4) The decline (suicide might better describe it) of the American Empire.
5) The approaching end of the dollar-based world financial system.
There are probably a few more we forgot to mention. Each one on its own might be fairly easy to decipher and predict. But they work together…and at cross-purposes. It’s hard to figure out what is really going on…or what is causing it.
For example, the correction tends to depress prices. But the big expansion in the developing world tends to increase them.
And there’s one more major pressure on prices – the feds. The US controls the world’s reserve currency. And the US is working hard to inflate the world’s supply of dollars. That too should increase prices, eventually.
The trouble with inflation today is that it is the worst kind of inflation. It makes prices go up…but not incomes, at least not in the US. Incomes are rising in Asia. So, people can buy more cars and more meat – and push up prices. Then, Americans pay higher prices…while their incomes don’t rise.
Why don’t their incomes rise too? Because the US is in a Great Correction. It spent too much and borrowed too much in the boom/bubble years. Now, it’s paying the price. That’s why so few houses are being built; we built today’s houses yesterday. And it’s why so little money is being borrowed and spent today; we already spent it.

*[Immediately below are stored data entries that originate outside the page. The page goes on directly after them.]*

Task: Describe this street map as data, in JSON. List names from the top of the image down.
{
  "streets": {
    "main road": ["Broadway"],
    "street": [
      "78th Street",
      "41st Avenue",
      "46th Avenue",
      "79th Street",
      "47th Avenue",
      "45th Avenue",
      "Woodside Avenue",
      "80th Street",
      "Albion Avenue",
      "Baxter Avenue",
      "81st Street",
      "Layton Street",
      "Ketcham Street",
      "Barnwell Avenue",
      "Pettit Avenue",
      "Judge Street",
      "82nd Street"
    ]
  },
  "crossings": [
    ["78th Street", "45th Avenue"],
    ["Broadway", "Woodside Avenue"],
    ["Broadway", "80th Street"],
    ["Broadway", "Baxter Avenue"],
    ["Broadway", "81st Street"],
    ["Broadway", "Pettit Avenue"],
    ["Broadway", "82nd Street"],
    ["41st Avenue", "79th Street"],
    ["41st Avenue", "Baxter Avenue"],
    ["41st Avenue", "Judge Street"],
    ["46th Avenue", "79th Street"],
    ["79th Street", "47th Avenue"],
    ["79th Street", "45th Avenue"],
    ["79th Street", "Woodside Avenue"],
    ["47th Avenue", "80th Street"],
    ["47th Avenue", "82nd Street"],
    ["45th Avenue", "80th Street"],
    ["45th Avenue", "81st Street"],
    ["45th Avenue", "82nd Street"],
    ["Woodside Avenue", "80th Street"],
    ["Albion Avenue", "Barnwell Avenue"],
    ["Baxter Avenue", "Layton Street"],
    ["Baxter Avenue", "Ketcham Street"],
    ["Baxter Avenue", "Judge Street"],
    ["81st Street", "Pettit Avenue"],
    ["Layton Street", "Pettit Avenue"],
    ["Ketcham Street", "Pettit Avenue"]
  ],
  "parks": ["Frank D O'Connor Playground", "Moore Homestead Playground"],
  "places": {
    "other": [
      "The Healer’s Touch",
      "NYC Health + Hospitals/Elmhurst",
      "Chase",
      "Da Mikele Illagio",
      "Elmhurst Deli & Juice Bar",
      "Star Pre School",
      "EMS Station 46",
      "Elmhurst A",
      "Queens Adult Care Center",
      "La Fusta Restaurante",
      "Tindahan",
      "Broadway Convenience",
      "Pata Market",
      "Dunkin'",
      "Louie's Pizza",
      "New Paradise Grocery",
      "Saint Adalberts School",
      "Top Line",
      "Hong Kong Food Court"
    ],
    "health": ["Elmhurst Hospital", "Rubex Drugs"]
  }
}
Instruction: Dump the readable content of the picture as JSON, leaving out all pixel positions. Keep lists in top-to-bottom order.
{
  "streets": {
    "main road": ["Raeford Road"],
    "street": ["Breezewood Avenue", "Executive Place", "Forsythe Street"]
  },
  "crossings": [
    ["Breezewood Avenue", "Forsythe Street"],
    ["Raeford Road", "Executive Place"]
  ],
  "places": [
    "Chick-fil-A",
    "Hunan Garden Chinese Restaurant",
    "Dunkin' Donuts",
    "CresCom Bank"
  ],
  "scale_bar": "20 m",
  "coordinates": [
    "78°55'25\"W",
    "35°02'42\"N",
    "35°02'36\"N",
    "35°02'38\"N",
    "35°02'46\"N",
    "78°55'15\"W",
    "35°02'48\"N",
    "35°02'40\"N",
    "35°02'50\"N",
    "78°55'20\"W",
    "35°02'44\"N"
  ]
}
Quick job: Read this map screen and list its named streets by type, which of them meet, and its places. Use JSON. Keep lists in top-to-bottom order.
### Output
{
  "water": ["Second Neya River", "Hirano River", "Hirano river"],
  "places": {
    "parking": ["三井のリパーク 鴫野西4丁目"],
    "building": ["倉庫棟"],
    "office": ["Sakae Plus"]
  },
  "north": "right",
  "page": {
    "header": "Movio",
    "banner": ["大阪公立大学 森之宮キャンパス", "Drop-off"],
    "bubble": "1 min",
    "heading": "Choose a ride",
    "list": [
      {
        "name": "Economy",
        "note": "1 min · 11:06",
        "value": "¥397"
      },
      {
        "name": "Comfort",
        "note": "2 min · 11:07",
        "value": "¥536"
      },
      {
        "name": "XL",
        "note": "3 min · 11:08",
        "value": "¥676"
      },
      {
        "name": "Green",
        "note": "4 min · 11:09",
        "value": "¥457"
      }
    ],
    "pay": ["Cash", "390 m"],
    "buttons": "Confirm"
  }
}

The Fed seems to have no idea what is really going on – probably intentionally. So, it tries to combat the correction by issuing more credit and printing more dollars – as if we didn’t have enough already. This extra money further pushes up prices, adding to Americans’ misery.
for The Daily Reckoning
Since founding Agora Inc. in 1979, Bill Bonner has found success in numerous industries. His unique writing style, philanthropic undertakings and preservationist activities have been recognized by some of America's most respected authorities. With his friend and colleague Addison Wiggin, he co-founded The Daily Reckoning in 1999, and together they co-wrote the New York Times best-selling books Financial Reckoning Day and Empire of Debt. His other works include Mobs, Messiahs and Markets (with Lila Rajiva), Dice Have No Memory, and most recently, Hormegeddon: How Too Much of a Good Thing Leads to Disaster. His most recent project is The Bill Bonner Letter.
“Shanghai is not cheap. Dinner for a group of six, at a not-too-fancy joint on the Bund set us back $900. The hotel room is about $300 a night…”
Bill. I think the Chinese saw you coming. Did you at least get to eat off gold plates? At those prices the plumbing should have been solid gold too.
The one item seldom mentioned these days is the trade deficit. It’s almost as if it doesn’t exist. Were imports and exports in balance in the United States, it would hardly matter what the Fed. It’s the cash hemoraging out of the economy that is creating rising prices coupled with stagnant incomes in the US. Were the trade deficit eliminated, at least the inflation would apply to incomes as well, making Bernanke’s goofy approach to reducing effective levels of debt more plausible.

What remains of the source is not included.